Таким образом, для Гуттузо рисунок — это своеобразное, очень специфическое размышление над особенностями художественной формы, осмысление и освоение новых возможных пластических, композиционных и в особенности пространственных решений. В этом смысле его рисунки всегда имеют самостоятельный характер и связаны с одновременными живописными произведениями очень опосредствованно, а зачастую их отзвуки можно обнаружить лишь спустя много времени в сюжетах, которые, казалось бы, не имеют ничего общего с мотивом рисунка. Тем не менее они всегда составляют линию, определяющую направление художественного эксперимента.
Такое свойство рисунка в творчестве Гуттузо открывает путь для анализа специфического художественного языка его графики. Она находится в непосредственной зависимости от своеобразия восприятия художником предметного мира как материи, находящейся в постоянном движении и развитии. Такое видение мира закономерно для художника, который еще до войны связал свою судьбу с революционным движением, который сумел диалектически оценить важнейшие социальные процессы нашей действительности и найти свое место в борьбе отживающего старого с формирующимся новым. Нравственная и политическая позиция Гуттузо определила формирование эстетической концепции: основной характеристикой его произведений стало динамическое состояние живописной материи, понятое в самом широком смысле. Она обусловила особое место Гуттузо в современной итальянской художественной культуре. Дело в том, что в основе современного итальянского изобразительного искусства лежат две художественные традиции. Первая связана с официальным и наиболее распространенным до войны направлением новеченто. В его основе лежала очевидная тенденция к стилизованному традиционализму. Выдвигая антиимпрессионистическую программу, художники новеченто обращались к формам архаики, искусства этрусков и т. д. Вторая традиция сложилась в начале века в «метафизической живописи», которая была очень близка сюрреализму. В картинах метафизиков странные, мистически ирреальные образы как бы застыли в лишенной всякой логики обстановке. При всем различии двух направлений общим для них было определенное тяготение к статике, к неизменности образа и предметного мира. Именно такое видение мира разрушил Гуттузо. С ним в итальянское искусство приходит новое понимание живописной динамики, органически связанной с динамикой современной жизни. Молодой художник обратил на себя внимание еще в 30-е годы, когда впервые выступил рядом с европейски известными мастерами Карра, Сирони, Кампильи в художественном конкурсе «Премио Кремона».
Именно такое видение мира, как действительности, находящейся в постоянном развитии, отличало и итальянский неореализм. Поэтому некоторые художники, искренне принявшие нравственную позицию неореалистов, не смогли подняться выше механического воспроизведения сложившихся чужих формальных решений, будучи не в состоянии оторваться от прежнего восприятия.

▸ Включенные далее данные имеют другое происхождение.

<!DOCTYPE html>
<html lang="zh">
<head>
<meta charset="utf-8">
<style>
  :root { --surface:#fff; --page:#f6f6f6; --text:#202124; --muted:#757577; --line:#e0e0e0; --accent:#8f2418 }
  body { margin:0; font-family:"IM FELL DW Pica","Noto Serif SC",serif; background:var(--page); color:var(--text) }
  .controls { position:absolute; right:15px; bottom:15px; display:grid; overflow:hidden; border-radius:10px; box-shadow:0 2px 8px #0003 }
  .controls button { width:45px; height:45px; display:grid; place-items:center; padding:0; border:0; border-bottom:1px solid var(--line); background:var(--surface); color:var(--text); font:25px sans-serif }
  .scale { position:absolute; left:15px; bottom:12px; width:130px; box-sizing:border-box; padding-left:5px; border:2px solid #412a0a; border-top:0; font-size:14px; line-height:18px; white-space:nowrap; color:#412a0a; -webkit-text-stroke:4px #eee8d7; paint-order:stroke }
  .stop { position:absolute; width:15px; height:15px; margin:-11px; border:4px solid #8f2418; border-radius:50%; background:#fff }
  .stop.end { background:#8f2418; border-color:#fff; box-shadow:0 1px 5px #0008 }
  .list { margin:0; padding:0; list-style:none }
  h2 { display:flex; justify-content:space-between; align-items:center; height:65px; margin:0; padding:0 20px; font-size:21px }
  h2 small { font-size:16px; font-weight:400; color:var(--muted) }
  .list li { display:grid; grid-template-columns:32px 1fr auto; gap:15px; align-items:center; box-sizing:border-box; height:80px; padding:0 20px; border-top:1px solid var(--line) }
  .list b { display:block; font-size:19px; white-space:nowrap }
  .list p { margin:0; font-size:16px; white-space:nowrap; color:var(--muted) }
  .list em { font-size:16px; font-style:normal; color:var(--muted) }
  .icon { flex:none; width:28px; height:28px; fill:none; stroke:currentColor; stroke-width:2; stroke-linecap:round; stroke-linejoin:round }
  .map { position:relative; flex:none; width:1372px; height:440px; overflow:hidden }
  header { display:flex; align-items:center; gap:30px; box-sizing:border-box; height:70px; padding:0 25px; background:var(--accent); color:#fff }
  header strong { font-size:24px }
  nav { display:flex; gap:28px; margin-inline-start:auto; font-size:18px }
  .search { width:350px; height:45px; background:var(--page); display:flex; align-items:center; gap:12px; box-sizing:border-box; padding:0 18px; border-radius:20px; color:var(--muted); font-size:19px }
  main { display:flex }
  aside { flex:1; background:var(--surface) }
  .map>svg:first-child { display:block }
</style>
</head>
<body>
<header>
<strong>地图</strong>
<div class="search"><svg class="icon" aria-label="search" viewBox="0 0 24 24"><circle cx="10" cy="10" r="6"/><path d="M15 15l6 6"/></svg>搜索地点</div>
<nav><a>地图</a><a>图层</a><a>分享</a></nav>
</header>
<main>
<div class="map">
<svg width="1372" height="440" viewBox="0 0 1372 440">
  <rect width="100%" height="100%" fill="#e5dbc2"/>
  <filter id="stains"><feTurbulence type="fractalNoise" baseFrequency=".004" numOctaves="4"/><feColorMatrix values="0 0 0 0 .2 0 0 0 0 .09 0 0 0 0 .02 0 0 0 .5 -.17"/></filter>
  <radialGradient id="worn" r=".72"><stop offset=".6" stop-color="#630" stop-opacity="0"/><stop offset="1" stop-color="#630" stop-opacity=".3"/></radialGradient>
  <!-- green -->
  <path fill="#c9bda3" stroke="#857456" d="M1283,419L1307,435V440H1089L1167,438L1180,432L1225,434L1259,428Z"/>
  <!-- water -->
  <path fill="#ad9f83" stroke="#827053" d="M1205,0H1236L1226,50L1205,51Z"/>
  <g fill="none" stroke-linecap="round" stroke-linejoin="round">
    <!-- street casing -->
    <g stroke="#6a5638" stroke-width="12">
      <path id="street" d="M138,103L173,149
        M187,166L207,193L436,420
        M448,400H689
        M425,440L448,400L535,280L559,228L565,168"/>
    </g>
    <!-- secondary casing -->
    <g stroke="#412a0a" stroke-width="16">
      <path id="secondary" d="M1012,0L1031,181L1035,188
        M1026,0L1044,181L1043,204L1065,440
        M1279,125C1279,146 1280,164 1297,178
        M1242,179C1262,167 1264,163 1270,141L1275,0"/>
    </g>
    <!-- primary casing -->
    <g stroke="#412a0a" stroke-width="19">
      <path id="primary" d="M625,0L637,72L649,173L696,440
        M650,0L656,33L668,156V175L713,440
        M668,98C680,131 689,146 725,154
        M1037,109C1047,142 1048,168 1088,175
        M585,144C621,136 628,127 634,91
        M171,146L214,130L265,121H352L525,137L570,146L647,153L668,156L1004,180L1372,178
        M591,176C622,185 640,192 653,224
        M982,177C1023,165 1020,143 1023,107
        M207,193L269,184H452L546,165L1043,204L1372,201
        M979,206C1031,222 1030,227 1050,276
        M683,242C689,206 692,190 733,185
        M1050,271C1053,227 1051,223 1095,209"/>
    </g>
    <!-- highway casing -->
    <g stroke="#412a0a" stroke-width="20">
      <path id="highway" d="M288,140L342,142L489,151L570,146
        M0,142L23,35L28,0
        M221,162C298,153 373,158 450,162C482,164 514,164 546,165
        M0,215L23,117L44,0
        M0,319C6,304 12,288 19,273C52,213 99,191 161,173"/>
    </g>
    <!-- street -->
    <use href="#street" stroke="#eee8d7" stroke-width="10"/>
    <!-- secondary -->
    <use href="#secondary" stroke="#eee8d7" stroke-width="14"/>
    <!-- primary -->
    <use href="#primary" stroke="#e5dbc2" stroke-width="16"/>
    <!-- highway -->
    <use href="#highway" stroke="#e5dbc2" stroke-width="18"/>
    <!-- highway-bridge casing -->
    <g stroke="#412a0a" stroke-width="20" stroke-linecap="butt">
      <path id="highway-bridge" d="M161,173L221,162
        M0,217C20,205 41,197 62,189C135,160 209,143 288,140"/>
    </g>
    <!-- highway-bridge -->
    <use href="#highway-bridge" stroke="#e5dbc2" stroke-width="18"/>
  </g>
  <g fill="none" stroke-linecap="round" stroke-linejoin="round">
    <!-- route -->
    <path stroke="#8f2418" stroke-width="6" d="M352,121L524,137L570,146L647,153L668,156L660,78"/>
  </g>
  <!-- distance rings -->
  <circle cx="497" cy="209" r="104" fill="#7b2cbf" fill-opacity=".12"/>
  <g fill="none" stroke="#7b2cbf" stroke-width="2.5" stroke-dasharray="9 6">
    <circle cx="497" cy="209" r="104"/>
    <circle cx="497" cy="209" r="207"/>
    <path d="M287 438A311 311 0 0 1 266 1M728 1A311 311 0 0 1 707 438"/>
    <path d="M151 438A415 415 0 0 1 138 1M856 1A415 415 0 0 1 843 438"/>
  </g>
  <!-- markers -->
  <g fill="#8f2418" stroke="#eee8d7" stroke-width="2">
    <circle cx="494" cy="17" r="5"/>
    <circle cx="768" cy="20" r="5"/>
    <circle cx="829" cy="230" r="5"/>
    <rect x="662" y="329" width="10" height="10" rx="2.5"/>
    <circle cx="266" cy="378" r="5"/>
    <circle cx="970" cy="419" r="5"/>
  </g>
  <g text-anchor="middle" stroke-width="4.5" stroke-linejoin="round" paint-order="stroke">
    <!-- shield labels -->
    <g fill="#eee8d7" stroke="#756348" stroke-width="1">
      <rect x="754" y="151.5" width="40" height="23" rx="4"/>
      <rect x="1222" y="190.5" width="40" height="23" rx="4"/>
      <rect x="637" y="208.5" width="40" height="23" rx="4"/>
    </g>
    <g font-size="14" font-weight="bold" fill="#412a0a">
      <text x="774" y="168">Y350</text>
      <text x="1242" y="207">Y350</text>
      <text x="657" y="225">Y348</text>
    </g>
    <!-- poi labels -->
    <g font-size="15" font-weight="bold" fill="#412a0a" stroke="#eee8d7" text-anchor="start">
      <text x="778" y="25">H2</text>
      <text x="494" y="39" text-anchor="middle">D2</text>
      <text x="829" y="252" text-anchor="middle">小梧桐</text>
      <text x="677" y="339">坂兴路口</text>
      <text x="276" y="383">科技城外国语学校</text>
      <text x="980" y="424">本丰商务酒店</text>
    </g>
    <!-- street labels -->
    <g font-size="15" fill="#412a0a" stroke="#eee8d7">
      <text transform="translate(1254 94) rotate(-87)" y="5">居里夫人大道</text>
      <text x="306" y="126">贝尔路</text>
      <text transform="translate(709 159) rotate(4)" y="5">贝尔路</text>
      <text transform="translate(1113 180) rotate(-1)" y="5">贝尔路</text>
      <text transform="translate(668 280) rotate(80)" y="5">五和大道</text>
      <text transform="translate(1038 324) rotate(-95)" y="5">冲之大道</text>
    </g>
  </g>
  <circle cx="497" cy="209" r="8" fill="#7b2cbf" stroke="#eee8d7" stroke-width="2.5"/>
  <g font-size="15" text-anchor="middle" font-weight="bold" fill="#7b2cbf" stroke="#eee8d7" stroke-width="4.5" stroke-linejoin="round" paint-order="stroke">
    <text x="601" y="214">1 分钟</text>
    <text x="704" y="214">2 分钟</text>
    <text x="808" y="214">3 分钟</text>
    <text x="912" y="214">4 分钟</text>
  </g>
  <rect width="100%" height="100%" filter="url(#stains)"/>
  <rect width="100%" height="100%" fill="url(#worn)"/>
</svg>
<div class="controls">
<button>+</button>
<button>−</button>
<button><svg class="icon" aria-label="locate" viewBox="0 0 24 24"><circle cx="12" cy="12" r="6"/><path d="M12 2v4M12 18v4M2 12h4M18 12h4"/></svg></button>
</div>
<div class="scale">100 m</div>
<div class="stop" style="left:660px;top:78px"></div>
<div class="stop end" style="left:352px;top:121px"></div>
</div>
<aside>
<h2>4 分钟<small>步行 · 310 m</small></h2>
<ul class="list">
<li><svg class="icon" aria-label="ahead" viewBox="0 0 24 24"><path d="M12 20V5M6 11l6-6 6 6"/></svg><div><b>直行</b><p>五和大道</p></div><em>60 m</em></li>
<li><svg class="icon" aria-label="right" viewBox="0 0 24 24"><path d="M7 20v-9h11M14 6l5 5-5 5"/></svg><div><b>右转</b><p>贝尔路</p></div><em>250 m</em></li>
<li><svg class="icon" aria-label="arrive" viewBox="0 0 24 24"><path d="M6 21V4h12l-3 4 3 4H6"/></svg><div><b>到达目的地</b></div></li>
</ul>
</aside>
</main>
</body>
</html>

В рамках единой эстетической концепции складывались стилистические особенности графики Гуттузо. По своему характеру его рисунки никогда не были лишь способом выявления объема в пространстве. Контур их (а большинство рисунков контурные, то есть выполнены исключительно линией с минимальным использованием светотеневых эффектов) — менее всего ограничение пластической формы. Он выполняет прямо противоположную функцию: демонстрируя движение материи в пространстве, разрушает это ограничение. Поэтому в рисунках художника чрезвычайно трудно встретить предмет или фигуру в статическом состоянии. Конструируя объем, размещая предмет или фигуру в пространстве, Гуттузо прежде всего фиксирует и усиливает те его элементы, которые способны выразить динамическое состояние. Это не означает, что художник отбирает, выделяет эти элементы в уже построенном изображении. Наоборот, начальный этап работы над рисунком заключается в том, что Гуттузо создает самую его основу. Все остальные детали лишь поддерживают и усиливают динамику первоначальной конструкции. Таким образом, в фигуре или предмете художник прежде всего ищет пластический элемент, который наиболее выразительно создает зрительное впечатление напряженной материи. В этом отношении важнейшую (а часто решающую) роль играет сама линия. Именно она, обегая контур, передает упругость ветвей, из которых сплетена корзина, напрягающиеся или расслабленные мышцы тела, материальность предметов.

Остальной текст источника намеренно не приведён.